* [Task directions]: Count every line in the data below where the word "stream" appears, then state only that count.

------ Data extract

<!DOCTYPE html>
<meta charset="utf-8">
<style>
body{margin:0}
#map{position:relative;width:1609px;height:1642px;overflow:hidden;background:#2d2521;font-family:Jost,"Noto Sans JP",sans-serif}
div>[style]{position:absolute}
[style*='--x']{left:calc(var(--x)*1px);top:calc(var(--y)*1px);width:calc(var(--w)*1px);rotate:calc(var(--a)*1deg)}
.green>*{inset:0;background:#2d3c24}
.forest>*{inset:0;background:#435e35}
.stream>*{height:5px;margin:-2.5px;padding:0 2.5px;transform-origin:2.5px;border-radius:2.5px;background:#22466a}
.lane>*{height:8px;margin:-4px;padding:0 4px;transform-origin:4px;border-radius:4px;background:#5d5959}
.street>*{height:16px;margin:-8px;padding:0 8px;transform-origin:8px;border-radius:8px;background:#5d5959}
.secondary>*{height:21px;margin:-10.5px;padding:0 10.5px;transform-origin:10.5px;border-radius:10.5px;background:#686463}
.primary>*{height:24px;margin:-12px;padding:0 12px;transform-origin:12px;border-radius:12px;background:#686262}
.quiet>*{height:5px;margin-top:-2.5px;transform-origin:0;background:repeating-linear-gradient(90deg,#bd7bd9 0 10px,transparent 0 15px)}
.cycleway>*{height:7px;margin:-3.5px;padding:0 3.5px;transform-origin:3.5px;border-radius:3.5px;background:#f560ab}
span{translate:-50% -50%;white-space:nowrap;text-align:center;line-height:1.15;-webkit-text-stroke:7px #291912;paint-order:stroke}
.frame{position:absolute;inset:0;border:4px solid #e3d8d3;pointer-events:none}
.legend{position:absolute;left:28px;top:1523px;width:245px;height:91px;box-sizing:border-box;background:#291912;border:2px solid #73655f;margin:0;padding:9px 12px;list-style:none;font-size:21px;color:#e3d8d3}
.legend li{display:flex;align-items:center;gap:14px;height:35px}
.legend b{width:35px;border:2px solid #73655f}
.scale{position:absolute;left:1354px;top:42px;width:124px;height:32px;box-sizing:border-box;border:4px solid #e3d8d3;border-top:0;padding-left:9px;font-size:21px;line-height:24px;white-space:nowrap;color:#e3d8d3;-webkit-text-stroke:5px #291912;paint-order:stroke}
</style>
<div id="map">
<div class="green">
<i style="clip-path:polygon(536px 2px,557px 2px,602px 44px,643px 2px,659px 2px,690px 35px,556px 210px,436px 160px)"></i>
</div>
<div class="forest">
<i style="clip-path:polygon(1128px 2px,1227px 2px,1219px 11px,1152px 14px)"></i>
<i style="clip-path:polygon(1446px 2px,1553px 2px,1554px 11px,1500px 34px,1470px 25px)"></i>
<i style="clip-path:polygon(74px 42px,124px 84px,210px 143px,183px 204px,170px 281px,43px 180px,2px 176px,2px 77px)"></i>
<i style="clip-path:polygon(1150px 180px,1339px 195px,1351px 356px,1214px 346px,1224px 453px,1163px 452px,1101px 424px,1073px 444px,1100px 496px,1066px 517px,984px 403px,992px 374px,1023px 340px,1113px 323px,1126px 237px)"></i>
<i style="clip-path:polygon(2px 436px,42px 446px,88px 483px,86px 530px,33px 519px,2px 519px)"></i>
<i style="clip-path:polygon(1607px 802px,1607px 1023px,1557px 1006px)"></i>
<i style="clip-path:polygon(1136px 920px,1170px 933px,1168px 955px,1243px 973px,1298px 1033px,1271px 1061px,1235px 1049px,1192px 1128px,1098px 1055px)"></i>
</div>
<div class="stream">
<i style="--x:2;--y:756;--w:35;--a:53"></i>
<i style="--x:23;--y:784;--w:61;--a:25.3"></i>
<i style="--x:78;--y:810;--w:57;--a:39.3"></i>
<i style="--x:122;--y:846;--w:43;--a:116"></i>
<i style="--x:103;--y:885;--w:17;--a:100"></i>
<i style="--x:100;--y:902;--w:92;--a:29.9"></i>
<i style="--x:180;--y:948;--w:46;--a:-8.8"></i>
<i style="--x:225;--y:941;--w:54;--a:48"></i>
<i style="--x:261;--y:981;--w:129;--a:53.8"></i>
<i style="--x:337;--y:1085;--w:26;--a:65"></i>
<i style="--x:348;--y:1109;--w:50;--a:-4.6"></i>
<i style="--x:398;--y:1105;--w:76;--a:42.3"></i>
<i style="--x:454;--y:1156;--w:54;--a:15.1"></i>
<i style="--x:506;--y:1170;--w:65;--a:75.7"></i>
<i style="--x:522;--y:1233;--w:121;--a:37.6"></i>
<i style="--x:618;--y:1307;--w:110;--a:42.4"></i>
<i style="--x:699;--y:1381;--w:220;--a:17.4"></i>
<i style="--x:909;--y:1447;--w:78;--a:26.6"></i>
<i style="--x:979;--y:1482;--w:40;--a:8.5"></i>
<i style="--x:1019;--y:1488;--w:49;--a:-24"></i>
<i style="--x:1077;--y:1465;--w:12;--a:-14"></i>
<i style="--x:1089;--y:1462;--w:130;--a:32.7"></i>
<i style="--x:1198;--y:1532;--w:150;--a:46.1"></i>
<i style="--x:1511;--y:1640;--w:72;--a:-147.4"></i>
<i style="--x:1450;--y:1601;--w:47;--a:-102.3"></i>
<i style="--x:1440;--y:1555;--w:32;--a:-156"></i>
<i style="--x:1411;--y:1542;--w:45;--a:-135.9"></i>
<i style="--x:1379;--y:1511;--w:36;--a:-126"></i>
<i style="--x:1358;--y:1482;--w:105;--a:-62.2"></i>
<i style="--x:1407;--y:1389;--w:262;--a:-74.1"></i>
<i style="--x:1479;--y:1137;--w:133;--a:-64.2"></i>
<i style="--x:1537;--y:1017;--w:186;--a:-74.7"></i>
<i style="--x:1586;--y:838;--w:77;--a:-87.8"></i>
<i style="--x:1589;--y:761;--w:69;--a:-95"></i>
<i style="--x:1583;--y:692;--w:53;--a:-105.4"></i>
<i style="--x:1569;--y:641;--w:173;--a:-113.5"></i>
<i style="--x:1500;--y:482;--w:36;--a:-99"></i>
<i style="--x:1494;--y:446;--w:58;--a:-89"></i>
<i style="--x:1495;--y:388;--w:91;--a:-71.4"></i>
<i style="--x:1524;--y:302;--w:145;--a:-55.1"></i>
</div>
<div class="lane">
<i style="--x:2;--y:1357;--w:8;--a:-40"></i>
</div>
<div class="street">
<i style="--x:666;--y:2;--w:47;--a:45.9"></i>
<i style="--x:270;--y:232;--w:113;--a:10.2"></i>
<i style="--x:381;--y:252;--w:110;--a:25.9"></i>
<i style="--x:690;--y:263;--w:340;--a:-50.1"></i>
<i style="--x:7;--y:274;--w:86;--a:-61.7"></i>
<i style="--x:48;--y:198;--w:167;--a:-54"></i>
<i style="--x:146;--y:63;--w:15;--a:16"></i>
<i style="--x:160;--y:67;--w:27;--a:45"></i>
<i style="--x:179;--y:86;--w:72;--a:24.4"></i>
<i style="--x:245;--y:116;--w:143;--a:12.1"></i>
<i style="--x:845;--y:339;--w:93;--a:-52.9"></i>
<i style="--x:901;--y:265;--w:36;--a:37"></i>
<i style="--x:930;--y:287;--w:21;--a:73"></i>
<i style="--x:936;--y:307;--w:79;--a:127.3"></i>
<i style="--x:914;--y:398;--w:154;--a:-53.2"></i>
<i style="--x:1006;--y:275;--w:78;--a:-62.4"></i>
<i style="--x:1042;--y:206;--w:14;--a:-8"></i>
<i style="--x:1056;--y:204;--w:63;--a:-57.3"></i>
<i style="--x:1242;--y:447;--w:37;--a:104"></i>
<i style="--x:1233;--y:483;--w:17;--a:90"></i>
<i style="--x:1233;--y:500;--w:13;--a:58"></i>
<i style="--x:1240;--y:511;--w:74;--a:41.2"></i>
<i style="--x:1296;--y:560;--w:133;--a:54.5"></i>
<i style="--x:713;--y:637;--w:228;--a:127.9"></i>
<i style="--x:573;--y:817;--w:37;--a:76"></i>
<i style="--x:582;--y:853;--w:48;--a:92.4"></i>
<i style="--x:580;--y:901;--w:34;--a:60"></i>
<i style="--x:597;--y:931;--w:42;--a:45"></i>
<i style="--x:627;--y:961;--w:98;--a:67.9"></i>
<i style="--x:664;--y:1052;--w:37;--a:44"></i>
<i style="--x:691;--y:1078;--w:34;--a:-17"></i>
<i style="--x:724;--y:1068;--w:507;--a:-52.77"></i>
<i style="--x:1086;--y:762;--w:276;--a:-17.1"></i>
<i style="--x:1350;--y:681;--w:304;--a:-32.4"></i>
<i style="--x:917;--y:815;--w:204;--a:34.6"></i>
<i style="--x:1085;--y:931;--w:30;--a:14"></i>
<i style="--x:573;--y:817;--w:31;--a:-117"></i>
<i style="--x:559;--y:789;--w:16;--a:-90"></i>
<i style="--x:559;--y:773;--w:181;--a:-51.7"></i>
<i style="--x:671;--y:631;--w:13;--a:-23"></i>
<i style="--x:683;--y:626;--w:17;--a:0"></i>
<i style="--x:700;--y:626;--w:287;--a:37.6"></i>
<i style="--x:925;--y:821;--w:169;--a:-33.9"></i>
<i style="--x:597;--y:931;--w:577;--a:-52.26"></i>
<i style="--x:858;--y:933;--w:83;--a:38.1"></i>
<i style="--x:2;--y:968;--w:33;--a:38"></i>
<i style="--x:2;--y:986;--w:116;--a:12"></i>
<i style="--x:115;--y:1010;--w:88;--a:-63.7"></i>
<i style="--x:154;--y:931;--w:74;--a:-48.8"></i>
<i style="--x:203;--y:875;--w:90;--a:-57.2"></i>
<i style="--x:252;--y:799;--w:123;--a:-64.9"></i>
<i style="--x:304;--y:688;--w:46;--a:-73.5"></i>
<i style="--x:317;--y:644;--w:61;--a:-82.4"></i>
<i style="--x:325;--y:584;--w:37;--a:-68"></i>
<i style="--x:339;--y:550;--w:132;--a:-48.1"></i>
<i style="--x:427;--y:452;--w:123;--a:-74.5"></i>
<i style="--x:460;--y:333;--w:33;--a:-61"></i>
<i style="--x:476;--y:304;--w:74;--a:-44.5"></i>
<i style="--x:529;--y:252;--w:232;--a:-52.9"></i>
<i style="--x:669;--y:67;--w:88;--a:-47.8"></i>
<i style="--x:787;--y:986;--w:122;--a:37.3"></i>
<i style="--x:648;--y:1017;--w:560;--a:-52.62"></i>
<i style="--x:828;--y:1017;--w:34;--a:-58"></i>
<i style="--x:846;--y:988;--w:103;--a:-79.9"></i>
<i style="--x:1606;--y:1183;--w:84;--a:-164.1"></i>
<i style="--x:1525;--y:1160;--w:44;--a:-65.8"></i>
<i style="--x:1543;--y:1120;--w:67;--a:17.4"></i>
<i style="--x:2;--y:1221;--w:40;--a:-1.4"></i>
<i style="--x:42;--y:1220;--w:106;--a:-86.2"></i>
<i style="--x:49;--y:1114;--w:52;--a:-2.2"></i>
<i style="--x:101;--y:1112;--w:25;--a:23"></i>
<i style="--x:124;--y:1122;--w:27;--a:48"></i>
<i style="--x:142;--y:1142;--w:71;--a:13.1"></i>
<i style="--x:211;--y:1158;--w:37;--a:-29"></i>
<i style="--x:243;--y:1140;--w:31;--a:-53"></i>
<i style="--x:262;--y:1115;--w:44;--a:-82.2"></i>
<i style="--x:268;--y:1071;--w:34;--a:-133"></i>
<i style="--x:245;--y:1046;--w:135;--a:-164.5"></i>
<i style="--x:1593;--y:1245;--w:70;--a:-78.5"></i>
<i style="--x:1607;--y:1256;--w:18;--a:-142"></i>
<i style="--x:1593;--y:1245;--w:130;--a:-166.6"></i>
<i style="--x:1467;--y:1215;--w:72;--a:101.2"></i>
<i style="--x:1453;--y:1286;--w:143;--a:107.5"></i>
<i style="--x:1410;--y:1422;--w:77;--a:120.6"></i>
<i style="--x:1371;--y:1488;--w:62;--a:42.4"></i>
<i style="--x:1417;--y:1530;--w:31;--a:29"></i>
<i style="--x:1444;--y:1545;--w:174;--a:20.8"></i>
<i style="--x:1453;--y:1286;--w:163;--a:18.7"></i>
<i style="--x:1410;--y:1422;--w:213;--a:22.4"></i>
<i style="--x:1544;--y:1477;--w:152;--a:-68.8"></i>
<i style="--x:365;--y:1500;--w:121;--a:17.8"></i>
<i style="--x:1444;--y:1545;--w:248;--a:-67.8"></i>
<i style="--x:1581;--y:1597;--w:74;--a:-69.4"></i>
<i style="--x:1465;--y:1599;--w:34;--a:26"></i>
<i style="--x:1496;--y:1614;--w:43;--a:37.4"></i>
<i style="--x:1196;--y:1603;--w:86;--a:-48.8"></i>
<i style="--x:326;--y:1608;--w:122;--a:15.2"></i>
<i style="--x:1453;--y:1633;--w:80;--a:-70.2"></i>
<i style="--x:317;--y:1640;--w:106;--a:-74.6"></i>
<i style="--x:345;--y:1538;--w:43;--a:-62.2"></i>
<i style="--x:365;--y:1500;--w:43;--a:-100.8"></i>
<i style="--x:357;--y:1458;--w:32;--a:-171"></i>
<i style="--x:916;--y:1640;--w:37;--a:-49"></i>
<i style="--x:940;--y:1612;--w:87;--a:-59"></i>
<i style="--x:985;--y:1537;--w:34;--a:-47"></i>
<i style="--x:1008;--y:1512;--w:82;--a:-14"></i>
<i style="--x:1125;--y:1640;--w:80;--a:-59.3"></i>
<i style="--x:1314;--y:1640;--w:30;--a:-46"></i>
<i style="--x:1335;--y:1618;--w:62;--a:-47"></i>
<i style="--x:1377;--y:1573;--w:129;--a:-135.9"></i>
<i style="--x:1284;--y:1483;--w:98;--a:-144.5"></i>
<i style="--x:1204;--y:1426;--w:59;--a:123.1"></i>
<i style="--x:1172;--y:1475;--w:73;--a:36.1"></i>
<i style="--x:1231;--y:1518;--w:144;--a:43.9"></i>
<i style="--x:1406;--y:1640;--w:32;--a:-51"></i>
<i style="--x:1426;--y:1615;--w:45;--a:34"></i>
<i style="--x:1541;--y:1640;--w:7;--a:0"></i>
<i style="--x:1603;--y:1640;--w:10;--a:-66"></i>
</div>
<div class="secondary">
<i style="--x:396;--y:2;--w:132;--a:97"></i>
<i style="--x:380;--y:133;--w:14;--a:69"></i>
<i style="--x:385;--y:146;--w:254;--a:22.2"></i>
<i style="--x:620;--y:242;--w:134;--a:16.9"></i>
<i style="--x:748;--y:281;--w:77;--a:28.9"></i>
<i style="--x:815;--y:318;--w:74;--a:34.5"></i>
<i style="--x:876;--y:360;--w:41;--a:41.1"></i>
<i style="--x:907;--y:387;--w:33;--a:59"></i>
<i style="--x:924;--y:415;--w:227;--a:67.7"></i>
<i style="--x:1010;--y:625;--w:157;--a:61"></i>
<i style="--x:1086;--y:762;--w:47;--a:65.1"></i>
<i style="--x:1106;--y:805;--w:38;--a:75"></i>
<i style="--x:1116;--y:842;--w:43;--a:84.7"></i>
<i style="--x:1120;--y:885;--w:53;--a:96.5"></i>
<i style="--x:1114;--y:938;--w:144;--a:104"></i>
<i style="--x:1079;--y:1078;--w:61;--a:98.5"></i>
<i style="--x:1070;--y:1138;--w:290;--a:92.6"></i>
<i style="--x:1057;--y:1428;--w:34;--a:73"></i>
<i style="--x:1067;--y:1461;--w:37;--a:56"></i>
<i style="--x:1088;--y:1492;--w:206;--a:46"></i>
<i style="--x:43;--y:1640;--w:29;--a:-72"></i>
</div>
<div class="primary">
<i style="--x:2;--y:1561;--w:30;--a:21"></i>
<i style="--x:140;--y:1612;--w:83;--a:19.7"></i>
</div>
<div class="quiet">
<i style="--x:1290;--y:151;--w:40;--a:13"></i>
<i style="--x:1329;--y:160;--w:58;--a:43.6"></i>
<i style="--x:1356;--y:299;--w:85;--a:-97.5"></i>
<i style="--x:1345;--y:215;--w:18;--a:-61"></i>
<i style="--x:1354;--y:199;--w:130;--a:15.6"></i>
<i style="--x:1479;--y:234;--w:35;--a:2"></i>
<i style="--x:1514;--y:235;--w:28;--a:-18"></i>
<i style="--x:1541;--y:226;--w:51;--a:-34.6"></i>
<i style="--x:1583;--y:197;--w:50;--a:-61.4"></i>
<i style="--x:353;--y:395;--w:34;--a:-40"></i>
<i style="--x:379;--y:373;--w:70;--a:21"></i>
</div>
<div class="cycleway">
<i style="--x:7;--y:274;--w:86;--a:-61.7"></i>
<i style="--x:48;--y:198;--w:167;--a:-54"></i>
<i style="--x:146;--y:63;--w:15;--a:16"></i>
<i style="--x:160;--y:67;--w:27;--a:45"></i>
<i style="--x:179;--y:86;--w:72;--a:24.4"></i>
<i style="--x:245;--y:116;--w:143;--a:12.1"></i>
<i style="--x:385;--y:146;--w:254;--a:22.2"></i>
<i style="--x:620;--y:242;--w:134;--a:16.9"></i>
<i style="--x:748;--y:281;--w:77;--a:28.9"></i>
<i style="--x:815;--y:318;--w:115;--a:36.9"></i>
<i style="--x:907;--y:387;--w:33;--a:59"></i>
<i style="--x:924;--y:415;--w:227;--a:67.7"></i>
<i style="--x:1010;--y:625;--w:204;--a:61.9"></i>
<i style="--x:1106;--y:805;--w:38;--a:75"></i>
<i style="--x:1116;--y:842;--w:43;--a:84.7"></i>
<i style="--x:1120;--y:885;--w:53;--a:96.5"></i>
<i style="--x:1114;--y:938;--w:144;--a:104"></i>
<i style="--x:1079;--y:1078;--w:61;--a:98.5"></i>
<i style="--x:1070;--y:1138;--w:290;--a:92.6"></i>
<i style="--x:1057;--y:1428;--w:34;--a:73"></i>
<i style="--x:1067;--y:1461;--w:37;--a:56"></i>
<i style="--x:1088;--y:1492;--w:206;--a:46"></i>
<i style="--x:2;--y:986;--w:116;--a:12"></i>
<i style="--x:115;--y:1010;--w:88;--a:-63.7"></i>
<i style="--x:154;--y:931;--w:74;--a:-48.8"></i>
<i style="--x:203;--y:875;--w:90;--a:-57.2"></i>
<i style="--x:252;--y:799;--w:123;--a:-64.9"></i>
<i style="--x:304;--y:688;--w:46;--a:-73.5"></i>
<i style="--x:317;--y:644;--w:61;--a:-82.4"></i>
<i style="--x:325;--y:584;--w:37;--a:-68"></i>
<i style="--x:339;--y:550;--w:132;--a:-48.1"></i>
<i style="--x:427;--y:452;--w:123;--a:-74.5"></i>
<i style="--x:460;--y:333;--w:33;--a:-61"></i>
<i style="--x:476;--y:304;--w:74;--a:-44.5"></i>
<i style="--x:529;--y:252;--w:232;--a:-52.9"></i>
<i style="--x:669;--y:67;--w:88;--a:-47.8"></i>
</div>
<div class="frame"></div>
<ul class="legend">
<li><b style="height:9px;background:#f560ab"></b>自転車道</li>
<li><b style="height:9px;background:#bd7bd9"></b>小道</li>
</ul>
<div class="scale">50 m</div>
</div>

------------

* [Response area]: 2